12:48 p.m. Wednesday, November 3, 2004
I’m typing this into my laptop as I ride back to Chicago on the day after the election. John Kerry and John Edwards must feel like their whole lives are lying around them in pieces, everything disrupted and pointed towards a White House win that didn’t happen. Didn’t Edwards give up his congressional seat? I wonder what he’ll do now.
I guess I think about Kerry and Edwards and their families at this moment so I won’t think about how I feel. I’m so disappointed in my country right now. We are that scared. We are. I didn’t want to believe it, but we are. I feel ashamed before the international community. This is my country and my president and I have to own them. I am a part of this and there’s no living in denial about it, as I have for the past four years. I also feel despair, like I’m trapped inside a nightmare that I used all my energy to try to escape.
On election day I canvassed and canvassed, three shifts of hustling up and down residential streets, knocking on dozens and dozens of doors, searching for any Kerry people who hadn’t voted yet. I canvassed until it was dark, until a light rain began to fall, until the vague tiredness in my body became achyness and then an almost flu-like exhaustion. I squinted at darkened houses, trying to make out addresses with a flashlight and knocked on the doors of residents were still at work or already at the polls. I hung dozens of pro-Kerry door-hangers, hoping they’d be part of a Kerry win and faced stone-faced Bush voters in between the Kerry supporters. I believed and I hoped and I believed and I thought I knew.
Finally, unable to squeeze any more work out of my body, I returned to headquarters. At the Wausau victory party I used my daypack as a pillow and laid down to watch the early CNN broadcast. Tables and chairs were set up and many people crowded the free-beer-and-soda bar, but I lay myself right down on the hardwood floor because I really felt sick and didn’t even want to sit up anymore. With my physical strength depleted, discouragement and doubt overtook me. I pitied myself for working so hard when it was all about to fall apart, and I wondered where these dark thoughts were coming from. I still had to believe that Kerry was going to win. He had to because electing the other was unthinkable.
What do we do when the unthinkable happens? Live in denial for a while, rail about it, remember again that there is no god. And then we get on with life. Our individual lives, but also life in general. On Sunday night I got caught up in a PBS biography of Robert Kennedy’s life. I learned of his reaction to the violent racism of the southern whites and how he aligned himself with the civil rights protesters. I saw how he made a difference in the lives of the poor in Bedford-Stuyvesent, New York and how he supported the United Farm Workers in California. I never knew about Robert Kennedy’s awakening to the plight of the disenfranchised and his determination to work on their behalf.
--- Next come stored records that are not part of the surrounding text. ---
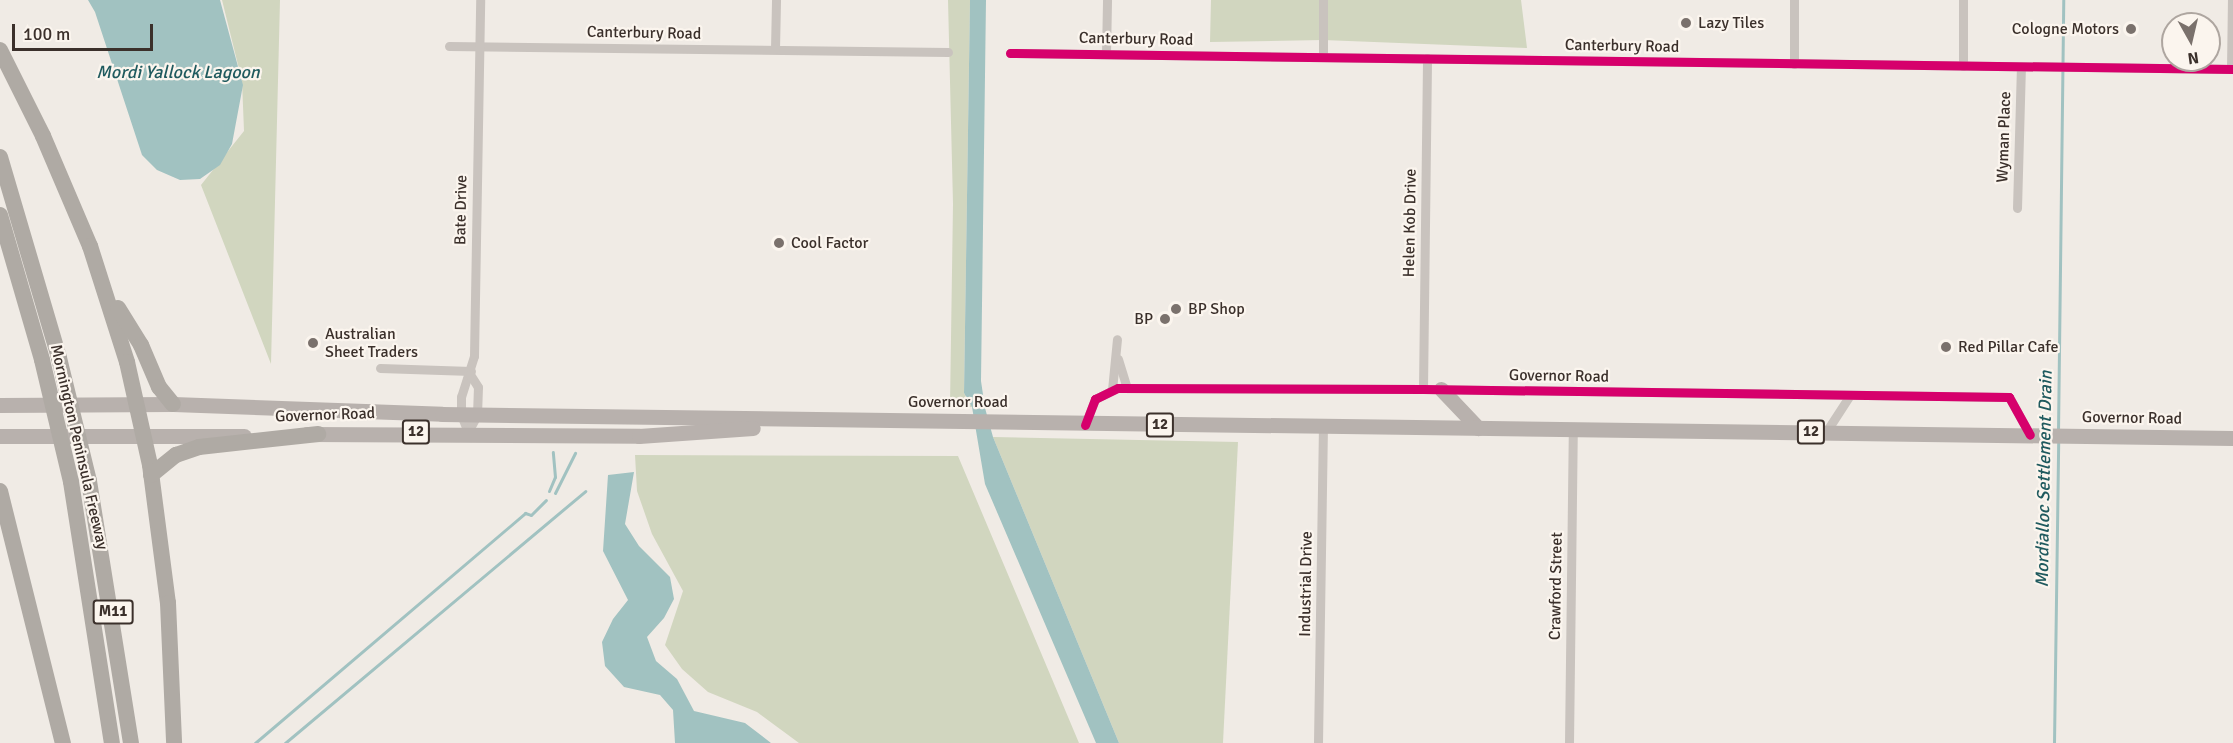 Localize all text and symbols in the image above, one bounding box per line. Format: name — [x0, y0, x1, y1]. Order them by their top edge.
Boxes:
scale bar — [15, 12, 156, 50]
north arrow — [2161, 12, 2221, 72]
place label: Lazy Tiles — [1698, 13, 1764, 33]
marker: Lazy Tiles — [1679, 16, 1693, 30]
place label: Cologne Motors — [2012, 19, 2119, 39]
street label: Canterbury Road — [587, 22, 701, 44]
marker: Cologne Motors — [2124, 22, 2138, 36]
text: 100 m — [23, 23, 70, 45]
street label: Canterbury Road — [1079, 28, 1193, 50]
street label: Canterbury Road — [1565, 35, 1679, 57]
text: N — [2186, 47, 2200, 69]
water label: Mordi Yallock Lagoon — [96, 61, 260, 83]
street label: Wyman Place — [1993, 91, 2015, 183]
street label: Helen Kob Drive — [1399, 168, 1421, 278]
street label: Bate Drive — [451, 175, 471, 245]
place label: Cool Factor — [791, 233, 868, 253]
marker: Cool Factor — [772, 236, 786, 250]
place label: BP Shop — [1188, 299, 1245, 319]
marker: BP Shop — [1169, 302, 1183, 316]
place label: BP — [1134, 309, 1153, 329]
marker: BP — [1158, 312, 1172, 326]
place label: Australian Sheet Traders — [325, 324, 418, 362]
marker: Australian Sheet Traders — [306, 336, 320, 350]
place label: Red Pillar Cafe — [1958, 337, 2058, 357]
marker: Red Pillar Cafe — [1939, 340, 1953, 354]
street label: Mornington Peninsula Freeway — [46, 342, 112, 552]
street label: Governor Road — [1509, 366, 1609, 386]
water label: Mordialloc Settlement Drain — [2031, 370, 2057, 588]
street label: Governor Road — [908, 392, 1008, 412]
street label: Governor Road — [275, 404, 375, 426]
street label: Governor Road — [2082, 408, 2182, 428]
road number: 12 — [1145, 413, 1175, 437]
road number: 12 — [401, 420, 431, 444]
road number: 12 — [1796, 420, 1826, 444]
street label: Industrial Drive — [1295, 531, 1317, 637]
street label: Crawford Street — [1545, 532, 1567, 640]
road number: M11 — [92, 600, 134, 624]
I never understood that losing him was almost worse than losing his brother because Robert Kennedy had just taken ownership of his own life and determined its direction and was poised to begin what would have been a rich and uniquely altruistic political career.
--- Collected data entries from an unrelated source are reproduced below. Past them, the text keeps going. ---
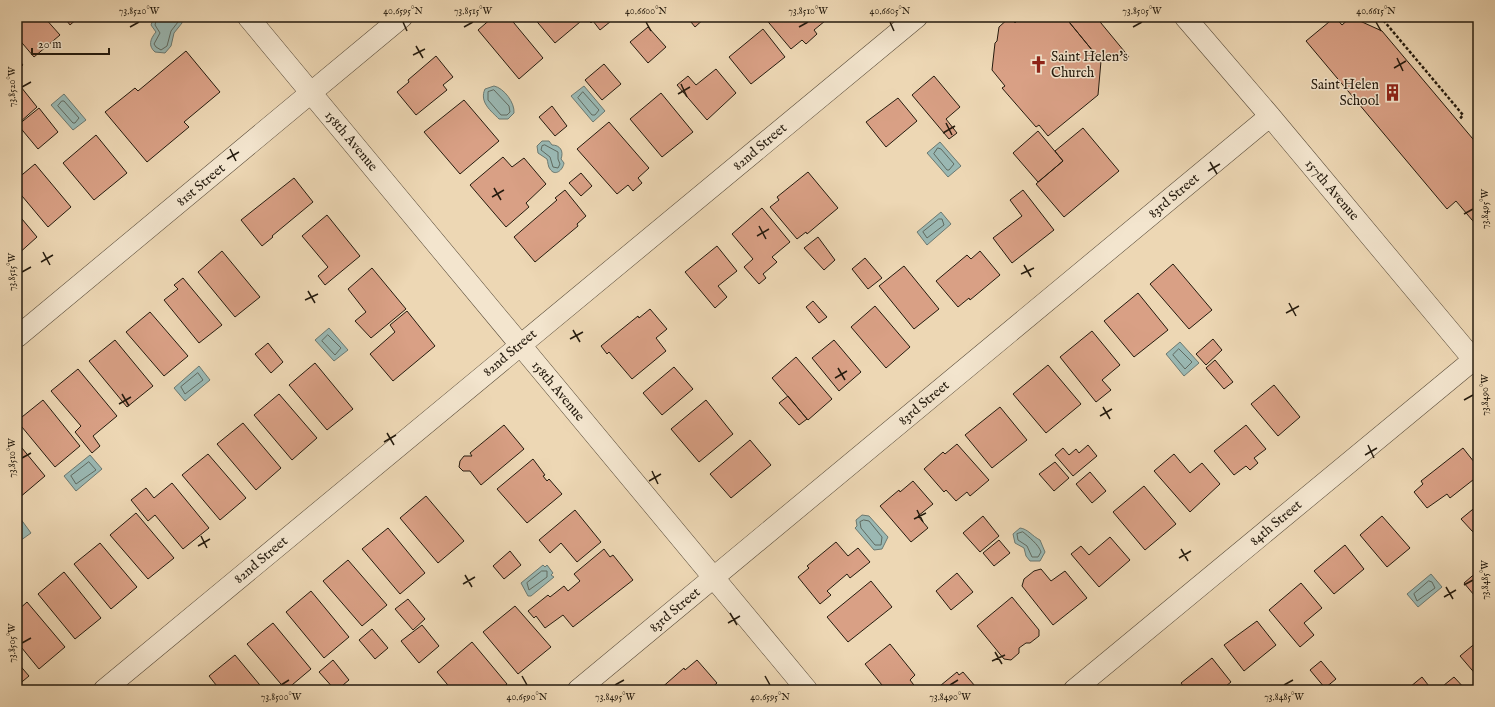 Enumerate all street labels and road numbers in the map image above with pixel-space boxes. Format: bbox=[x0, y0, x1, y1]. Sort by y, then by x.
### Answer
street label: 158th Avenue bbox=[320, 107, 382, 176]
street label: 82nd Street bbox=[729, 119, 791, 175]
street label: 157th Avenue bbox=[1301, 156, 1363, 225]
street label: 81st Street bbox=[173, 159, 229, 211]
street label: 83rd Street bbox=[1145, 169, 1203, 223]
street label: 82nd Street bbox=[479, 325, 541, 381]
street label: 158th Avenue bbox=[527, 357, 589, 426]
street label: 83rd Street bbox=[895, 376, 953, 430]
street label: 84th Street bbox=[1246, 496, 1306, 550]
street label: 82nd Street bbox=[230, 532, 292, 588]
street label: 83rd Street bbox=[646, 583, 704, 637] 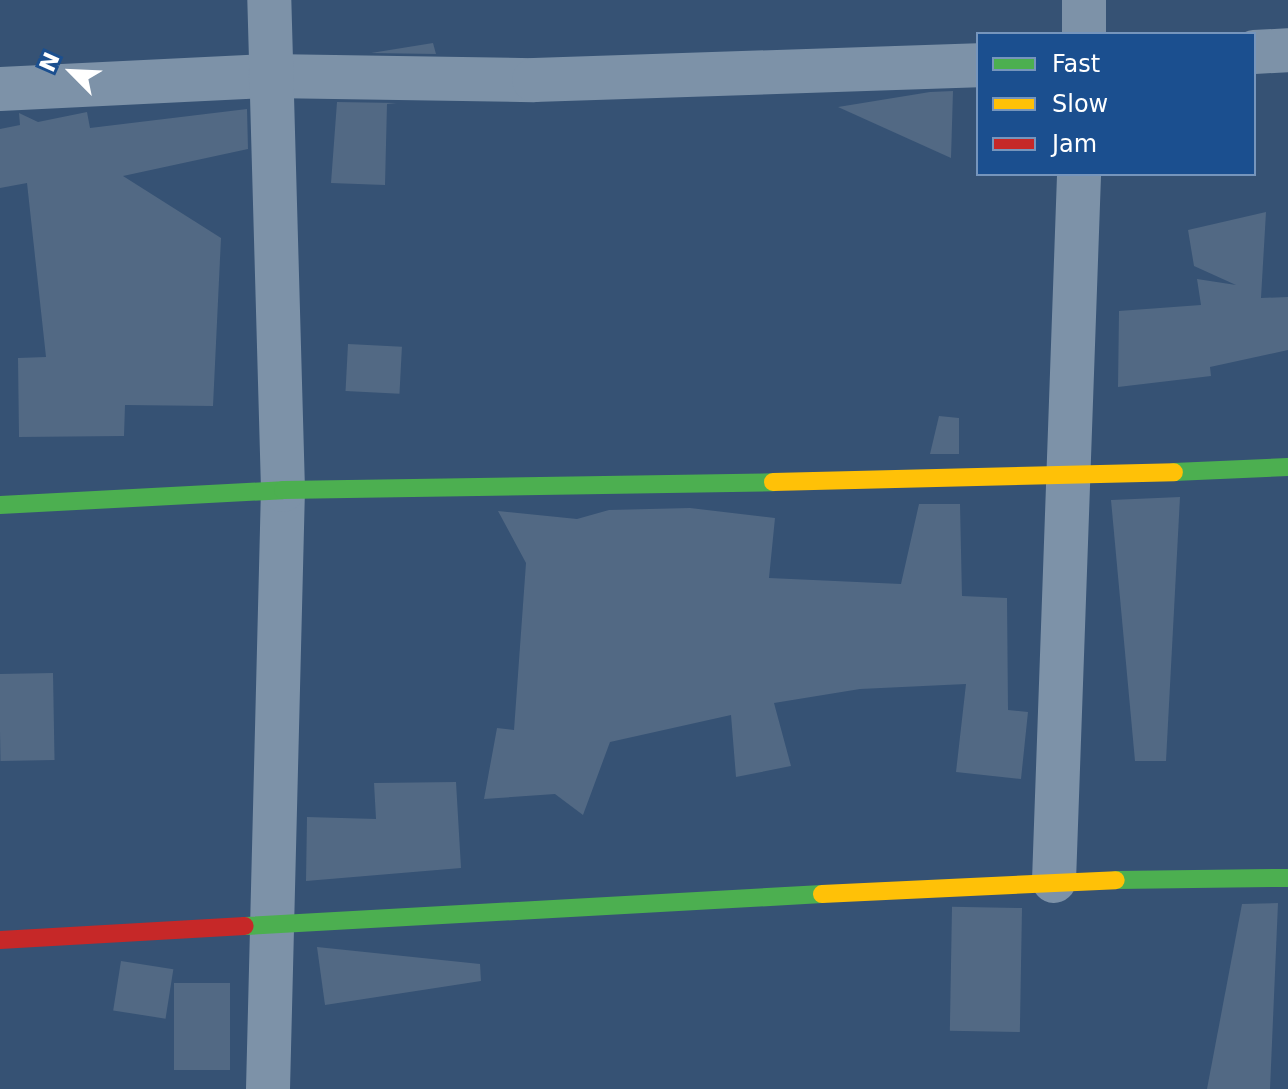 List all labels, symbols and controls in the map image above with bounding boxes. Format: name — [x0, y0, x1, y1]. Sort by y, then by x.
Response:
north arrow — [32, 32, 112, 112]
legend — [976, 32, 1256, 176]
text: N — [34, 49, 65, 76]
text: Fast — [1052, 50, 1100, 78]
text: Slow — [1052, 90, 1108, 118]
text: Jam — [1052, 130, 1097, 158]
After seeing that biography, I thought about all the things Robert Kennedy might have done and all the things that countless others could have gone on to accomplish in his absence, but didn’t. Reading Anna Quindlen’s observations (in Newsweek) of how little we as an American public care about the nightmares of countries like Sudan also makes me consider how much work there is to be done, so why not do it? What have I been doing with my life and my narrow attention? I consider how much time I carved out of my life to work for the unseating of President Bush, and I wonder if I’ll let this political pulse die in me now that this short-term goal is over. Unaccomplished, but over.
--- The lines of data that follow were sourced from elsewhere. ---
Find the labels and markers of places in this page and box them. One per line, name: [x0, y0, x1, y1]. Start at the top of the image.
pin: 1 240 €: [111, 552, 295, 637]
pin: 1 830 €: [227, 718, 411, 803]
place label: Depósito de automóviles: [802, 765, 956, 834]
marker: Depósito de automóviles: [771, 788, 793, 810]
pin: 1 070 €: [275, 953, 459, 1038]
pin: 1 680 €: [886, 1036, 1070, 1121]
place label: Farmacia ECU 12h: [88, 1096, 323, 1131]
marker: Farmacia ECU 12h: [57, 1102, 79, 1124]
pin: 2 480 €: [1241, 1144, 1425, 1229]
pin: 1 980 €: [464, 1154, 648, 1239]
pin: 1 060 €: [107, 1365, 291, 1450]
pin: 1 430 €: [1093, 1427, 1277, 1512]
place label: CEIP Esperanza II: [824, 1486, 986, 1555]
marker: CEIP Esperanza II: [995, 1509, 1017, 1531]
This is my hope: that the vision and determination that we poured into Kerry’s campaign, we will now direct towards everything else there is to do, from the poverty-level families in our own cities to the Sudanese that are being systematically killed and raped in Darfur. I have learned something absolutely brand new about myself in the last couple of months: in the face of crisis, once I make the connection between the situation and my own two hands, I act. I have the time to act, I have the energy to act and I have the resources to #$%-damn act. I had just never realized the connection before. I just hadn’t realized that what I do as an individual does affect others and can affect the world. My potential to affect others is being wasted every year that I assume that my responsibility as a human being only goes as far as the ends of my own fingertips.
I am 38 years old and it’s time to get on with it: time to get on with a global focus that takes me outside of my own lonely life. With no husband and no dependents, what else to I have to spend my time on? If I could squeeze six days out of my life to help successfully deliver Wisconsin to the Democrats, what else can I do? In my last post, I wrote that I couldn’t control the election, but I could control my participation in it. Robert Kennedy and countless other activists are dead, Kerry’s campaign and the Democratic plan to re-take the Senate lie in tatters, but I’m still standing. I’m still standing and although I can’t control the world, I can control my participation in it. Now all I have to do is decide what to work on next.